The five patients that developed an LV thrombus following MitraClip procedure did not differ significantly from patients without LV thrombus with respect to baseline characteristics or to echocardiographic parameters prior or following treatment. Thus, we were not able to identify factors that are associate with increased risk of thrombus formation after TMVR. Therefore, cardiologists that perform follow-up echocardiography after TMVR need to be especially alert and need to specifically rule out apical LV thrombus in patients with severely depressed LV systolic function. Hemodynamically and mechanistically, the alteration of LV inflow after MitraClip implantation via “split inflow”[9] or spreading and deceleration of inflow in the setting of multiple devices in association with an already disease-modified LV geometry and LV function may critically impact on LV thrombus formation.
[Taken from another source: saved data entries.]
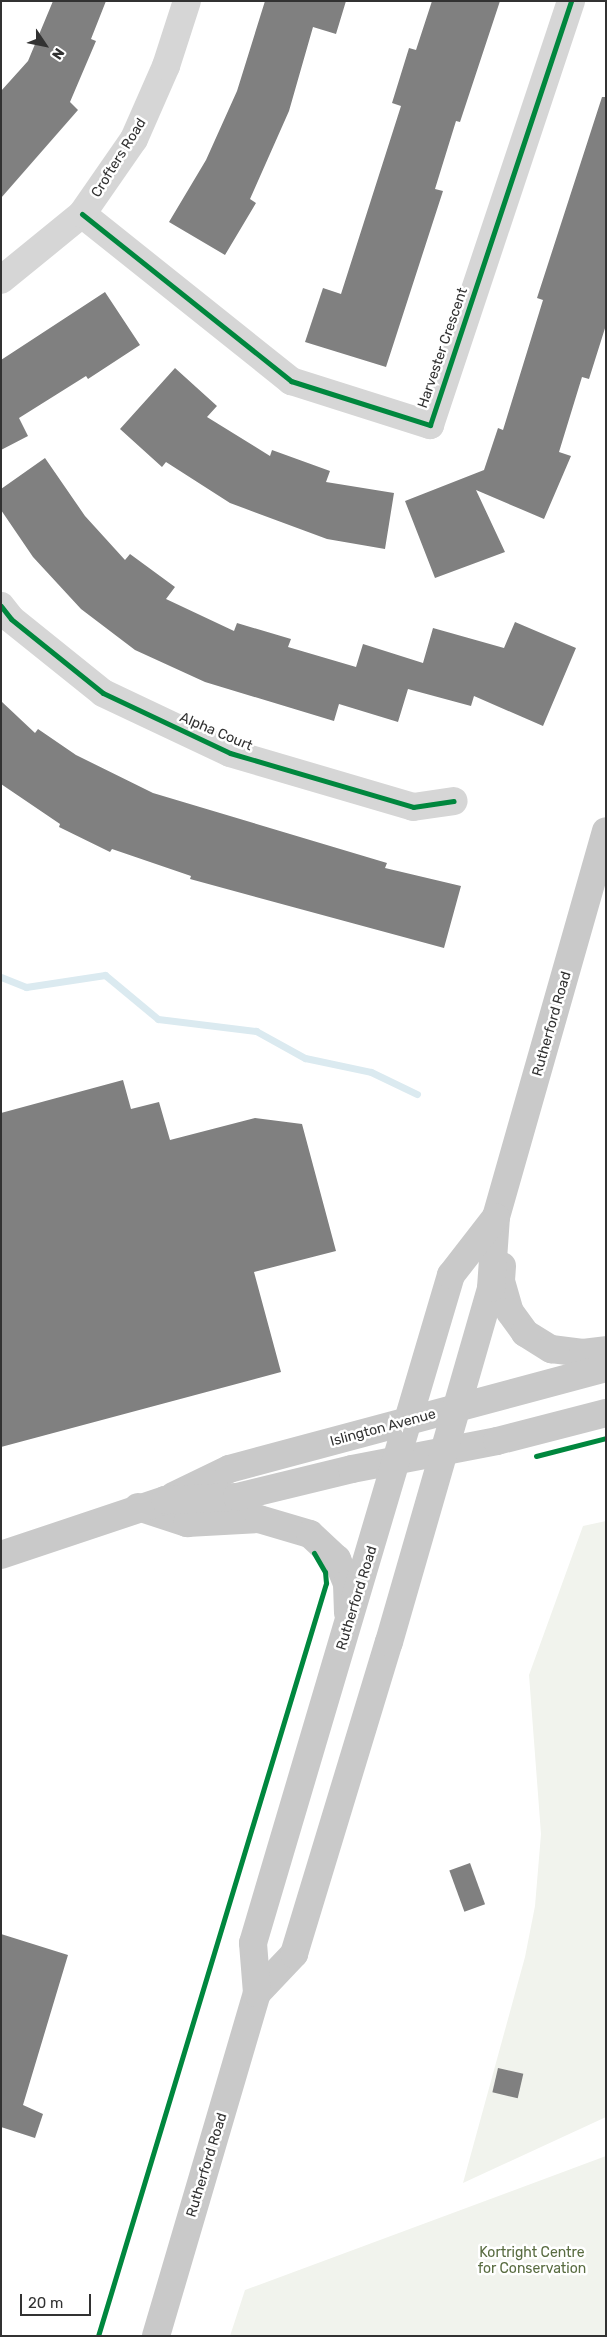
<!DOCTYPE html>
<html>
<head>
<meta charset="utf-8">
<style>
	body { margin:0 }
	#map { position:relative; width:607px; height:2337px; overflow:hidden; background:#fff; font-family:Rubik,sans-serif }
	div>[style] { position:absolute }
	.green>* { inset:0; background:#f1f3ed }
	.stream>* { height:7px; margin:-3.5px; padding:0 3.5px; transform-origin:3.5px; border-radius:3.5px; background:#dbeaf0 }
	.building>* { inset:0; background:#808080; transform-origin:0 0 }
	.minor>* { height:28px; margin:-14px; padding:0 14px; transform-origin:14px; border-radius:14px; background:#d6d6d6 }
	.major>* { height:28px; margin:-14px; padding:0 14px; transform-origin:14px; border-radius:14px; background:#c9c9c9 }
	.cycleway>* { height:5px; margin:-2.5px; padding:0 2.5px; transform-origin:2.5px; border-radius:2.5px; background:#00873e }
	span { translate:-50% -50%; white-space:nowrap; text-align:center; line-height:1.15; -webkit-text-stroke:5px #fff; paint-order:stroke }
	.street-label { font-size:14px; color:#323232 }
	.park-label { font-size:14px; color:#596c41 }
	.frame { position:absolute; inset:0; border:2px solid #323232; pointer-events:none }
	.north { position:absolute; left:20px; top:20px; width:50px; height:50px; -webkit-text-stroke:4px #fff; paint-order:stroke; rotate:124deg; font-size:14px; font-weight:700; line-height:20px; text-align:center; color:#323232 }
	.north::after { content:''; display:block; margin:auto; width:18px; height:22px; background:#323232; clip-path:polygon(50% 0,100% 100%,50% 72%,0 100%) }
	.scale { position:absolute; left:20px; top:2294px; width:71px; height:22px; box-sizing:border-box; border:2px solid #323232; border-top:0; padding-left:6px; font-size:15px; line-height:18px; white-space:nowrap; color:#323232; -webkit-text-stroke:4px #fff; paint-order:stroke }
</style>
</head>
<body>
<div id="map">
	<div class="green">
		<div style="clip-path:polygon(606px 1521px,606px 2117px,463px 2183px,525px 1957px,535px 1906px,541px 1834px,529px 1675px,583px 1526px)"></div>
		<div style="clip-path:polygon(606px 2156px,606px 2336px,230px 2336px,245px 2290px)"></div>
	</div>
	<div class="stream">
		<div style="left:1px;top:977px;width:27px;rotate:22deg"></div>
		<div style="left:26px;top:987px;width:80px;rotate:-8.6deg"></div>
		<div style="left:105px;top:975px;width:69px;rotate:39.7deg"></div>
		<div style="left:158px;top:1019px;width:99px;rotate:7deg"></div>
		<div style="left:256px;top:1031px;width:56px;rotate:28.9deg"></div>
		<div style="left:305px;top:1058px;width:67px;rotate:12deg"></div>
		<div style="left:371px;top:1072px;width:51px;rotate:25.6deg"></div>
	</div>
	<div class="building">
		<div style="clip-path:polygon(53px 1px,106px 1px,91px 39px,96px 41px,70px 102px,78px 110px,1px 198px,1px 91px,28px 61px)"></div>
		<div style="clip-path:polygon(265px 1px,346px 1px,336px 34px,313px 27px,289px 111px,250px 199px,256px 203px,225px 255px,169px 222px,206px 160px,237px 91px)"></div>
		<div style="clip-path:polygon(432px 1px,500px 1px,460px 122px,456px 121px,435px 189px,443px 191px,386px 367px,305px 342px,323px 288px,341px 294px,401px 106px,392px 103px,409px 48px,416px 50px)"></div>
		<div style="clip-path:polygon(602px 97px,606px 97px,606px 325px,589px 379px,582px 377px,559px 452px,571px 456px,544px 519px,476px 490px,505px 552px,435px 578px,405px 501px,484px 470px,498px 428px,503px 430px,543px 300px,537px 298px)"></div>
		<div style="clip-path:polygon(105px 292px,140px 345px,88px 379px,86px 376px,19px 418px,28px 436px,1px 450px,1px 360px)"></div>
		<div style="clip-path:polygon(175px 368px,217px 406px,207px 417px,270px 456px,272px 450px,330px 471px,326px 482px,394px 493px,385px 549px,327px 539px,230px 503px,166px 462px,162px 467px,120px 429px)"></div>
		<div style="clip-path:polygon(45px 458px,85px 516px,125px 560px,130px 554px,175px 587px,166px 599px,234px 631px,237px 623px,291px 639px,288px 647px,356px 667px,363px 644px,423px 663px,433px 628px,504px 648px,515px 622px,576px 648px,543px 726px,474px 696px,471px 706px,408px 689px,398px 722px,339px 704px,334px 721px,205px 682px,135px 650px,81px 609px,33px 557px,1px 510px,1px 489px)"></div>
		<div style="clip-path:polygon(1px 701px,35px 733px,38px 729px,76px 755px,153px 793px,387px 863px,385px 868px,461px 886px,444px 948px,190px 879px,191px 876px,112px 849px,110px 852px,59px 827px,60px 824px,1px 784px)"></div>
		<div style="clip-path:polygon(123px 1080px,131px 1109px,159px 1102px,170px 1140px,255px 1118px,302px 1124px,336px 1251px,254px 1272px,281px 1372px,1px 1447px,1px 1113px)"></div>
		<div style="left:470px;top:1863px;width:44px;height:22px;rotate:70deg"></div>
		<div style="clip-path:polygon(1px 1934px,68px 1955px,23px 2105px,43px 2114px,35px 2138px,1px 2127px)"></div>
		<div style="left:498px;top:2068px;width:26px;height:25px;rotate:13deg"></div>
	</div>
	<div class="minor">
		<div style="left:82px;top:214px;width:268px;rotate:38.6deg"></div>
		<div style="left:291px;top:381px;width:146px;rotate:17.6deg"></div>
		<div style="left:430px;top:425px;width:447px;rotate:-71.6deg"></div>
		<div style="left:1px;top:280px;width:104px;rotate:-39.2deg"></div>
		<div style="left:82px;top:214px;width:91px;rotate:-55.3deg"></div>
		<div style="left:134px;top:139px;width:80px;rotate:-66.3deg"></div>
		<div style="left:166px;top:66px;width:68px;rotate:-72.1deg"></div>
		<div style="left:1px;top:606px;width:16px;rotate:52deg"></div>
		<div style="left:11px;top:619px;width:118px;rotate:38.8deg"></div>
		<div style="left:103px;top:693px;width:140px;rotate:25.3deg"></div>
		<div style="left:230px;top:753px;width:191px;rotate:16.4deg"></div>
		<div style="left:413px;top:807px;width:41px;rotate:-8.3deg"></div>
	</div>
	<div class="major">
		<div style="left:502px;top:1266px;width:15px;rotate:94deg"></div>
		<div style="left:501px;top:1281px;width:32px;rotate:74deg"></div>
		<div style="left:510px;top:1312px;width:26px;rotate:54deg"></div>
		<div style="left:525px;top:1333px;width:31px;rotate:32deg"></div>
		<div style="left:551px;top:1349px;width:32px;rotate:7deg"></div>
		<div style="left:583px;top:1353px;width:23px;rotate:-7deg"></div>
		<div style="left:173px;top:1496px;width:62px;rotate:-25.7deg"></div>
		<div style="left:229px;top:1469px;width:390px;rotate:-15deg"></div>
		<div style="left:138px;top:1507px;width:52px;rotate:18.1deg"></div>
		<div style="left:187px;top:1523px;width:72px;rotate:-3.2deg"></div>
		<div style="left:259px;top:1519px;width:53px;rotate:16.4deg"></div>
		<div style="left:310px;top:1534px;width:37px;rotate:43deg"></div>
		<div style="left:337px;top:1559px;width:27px;rotate:68deg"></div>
		<div style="left:347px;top:1584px;width:29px;rotate:88deg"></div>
		<div style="left:1px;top:1555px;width:173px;rotate:-18.5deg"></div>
		<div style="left:165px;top:1500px;width:72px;rotate:-2.4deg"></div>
		<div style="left:237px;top:1497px;width:118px;rotate:-13.7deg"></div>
		<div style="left:352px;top:1469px;width:148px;rotate:-10.9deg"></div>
		<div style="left:497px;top:1441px;width:113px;rotate:-14.4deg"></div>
		<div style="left:257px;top:1993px;width:54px;rotate:-46.5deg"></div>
		<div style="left:294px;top:1954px;width:326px;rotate:-73.1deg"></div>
		<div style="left:389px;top:1642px;width:368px;rotate:-73.9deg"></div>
		<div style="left:491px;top:1288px;width:71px;rotate:-86deg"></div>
		<div style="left:496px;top:1217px;width:401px;rotate:-74.1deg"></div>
		<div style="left:156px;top:2336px;width:358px;rotate:-73.6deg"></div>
		<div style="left:257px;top:1993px;width:50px;rotate:-94.6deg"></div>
		<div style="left:253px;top:1943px;width:697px;rotate:-73.49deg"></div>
		<div style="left:451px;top:1275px;width:73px;rotate:-52.2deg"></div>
	</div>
	<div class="cycleway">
		<div style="left:82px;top:214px;width:268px;rotate:38.6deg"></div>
		<div style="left:291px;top:381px;width:146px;rotate:17.6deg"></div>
		<div style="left:430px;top:425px;width:447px;rotate:-71.6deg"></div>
		<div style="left:1px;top:606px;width:16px;rotate:52deg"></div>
		<div style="left:11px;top:619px;width:118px;rotate:38.8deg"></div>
		<div style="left:103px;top:693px;width:140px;rotate:25.3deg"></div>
		<div style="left:230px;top:753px;width:191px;rotate:16.4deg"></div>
		<div style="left:413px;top:807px;width:41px;rotate:-8.3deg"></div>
		<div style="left:536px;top:1456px;width:72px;rotate:-14.4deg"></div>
		<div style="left:98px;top:2336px;width:787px;rotate:-73.15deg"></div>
		<div style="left:326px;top:1583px;width:11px;rotate:-95deg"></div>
		<div style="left:325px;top:1572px;width:22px;rotate:-120deg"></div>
	</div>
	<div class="street-label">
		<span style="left:119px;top:158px;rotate:-58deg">Crofters Road</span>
		<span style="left:443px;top:348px;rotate:-71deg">Harvester Crescent</span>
		<span style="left:216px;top:732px;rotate:23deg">Alpha Court</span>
		<span style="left:552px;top:1024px;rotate:-74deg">Rutherford Road</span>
		<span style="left:383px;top:1428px;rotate:-15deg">Islington Avenue</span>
		<span style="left:357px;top:1598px;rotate:-73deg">Rutherford Road</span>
		<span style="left:207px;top:2165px;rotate:-73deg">Rutherford Road</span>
	</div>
	<div class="park-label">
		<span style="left:532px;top:2261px">Kortright Centre<br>for Conservation</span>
	</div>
	<div class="frame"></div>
	<div class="north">N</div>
	<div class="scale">20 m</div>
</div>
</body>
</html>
But not only LV thrombus formation may appear following TMVR. There are published cases showing LA thrombus formation following TMVR[22,23]. These findings may also be linked to the change of flow by creating a double or triple transmitral inflow as the pendulum volume that is caused by relevant mitral regurgitations is dramatically reduced after successful TMVR. These hemodynamic considerations appear plausible, However, we have to clearly state the hypothetical nature of this notion.

Our study has several limitations due to its retrospective design, due to the generally low frequency of complications and the nature of detection of LV-thrombi by echocardiography that can be challenging. However, our study demonstrates 3 important aspects that are important for all cardiologists that follow up patients treated with the MitraClip. These include (1) the observation that LV thrombi may develop after MitraClip even under DOAC therapy (2) patients with severely depressed LV-EF are at risk (3) heparin bridging of Vitamin K antagonists in this cohort of patients is associated with a high risk of bleeding.

Conclusion

LV thrombus formation following mitral valve edge-to-edge repair implantation is a rare complication that occurs exclusively in patients with severely depressed LV-EF even under DOAC therapy. LV thrombus may have severe impact on patient outcomes and quality of life. Treatment with Vitamin K antagonists should be considered in this subgroup if an indication for oral anticoagulation exists.

Impact on daily practice

In patients with heart failure with severely reduced LV systolic function treated with TMVR, increased awareness for LV thrombus formation in routinely performed transthoracic echocardiography studies is warranted. In patients with an indication for anticoagulation following TMVR, anticoagulation therapy with Vitamin K antagonists should be considered.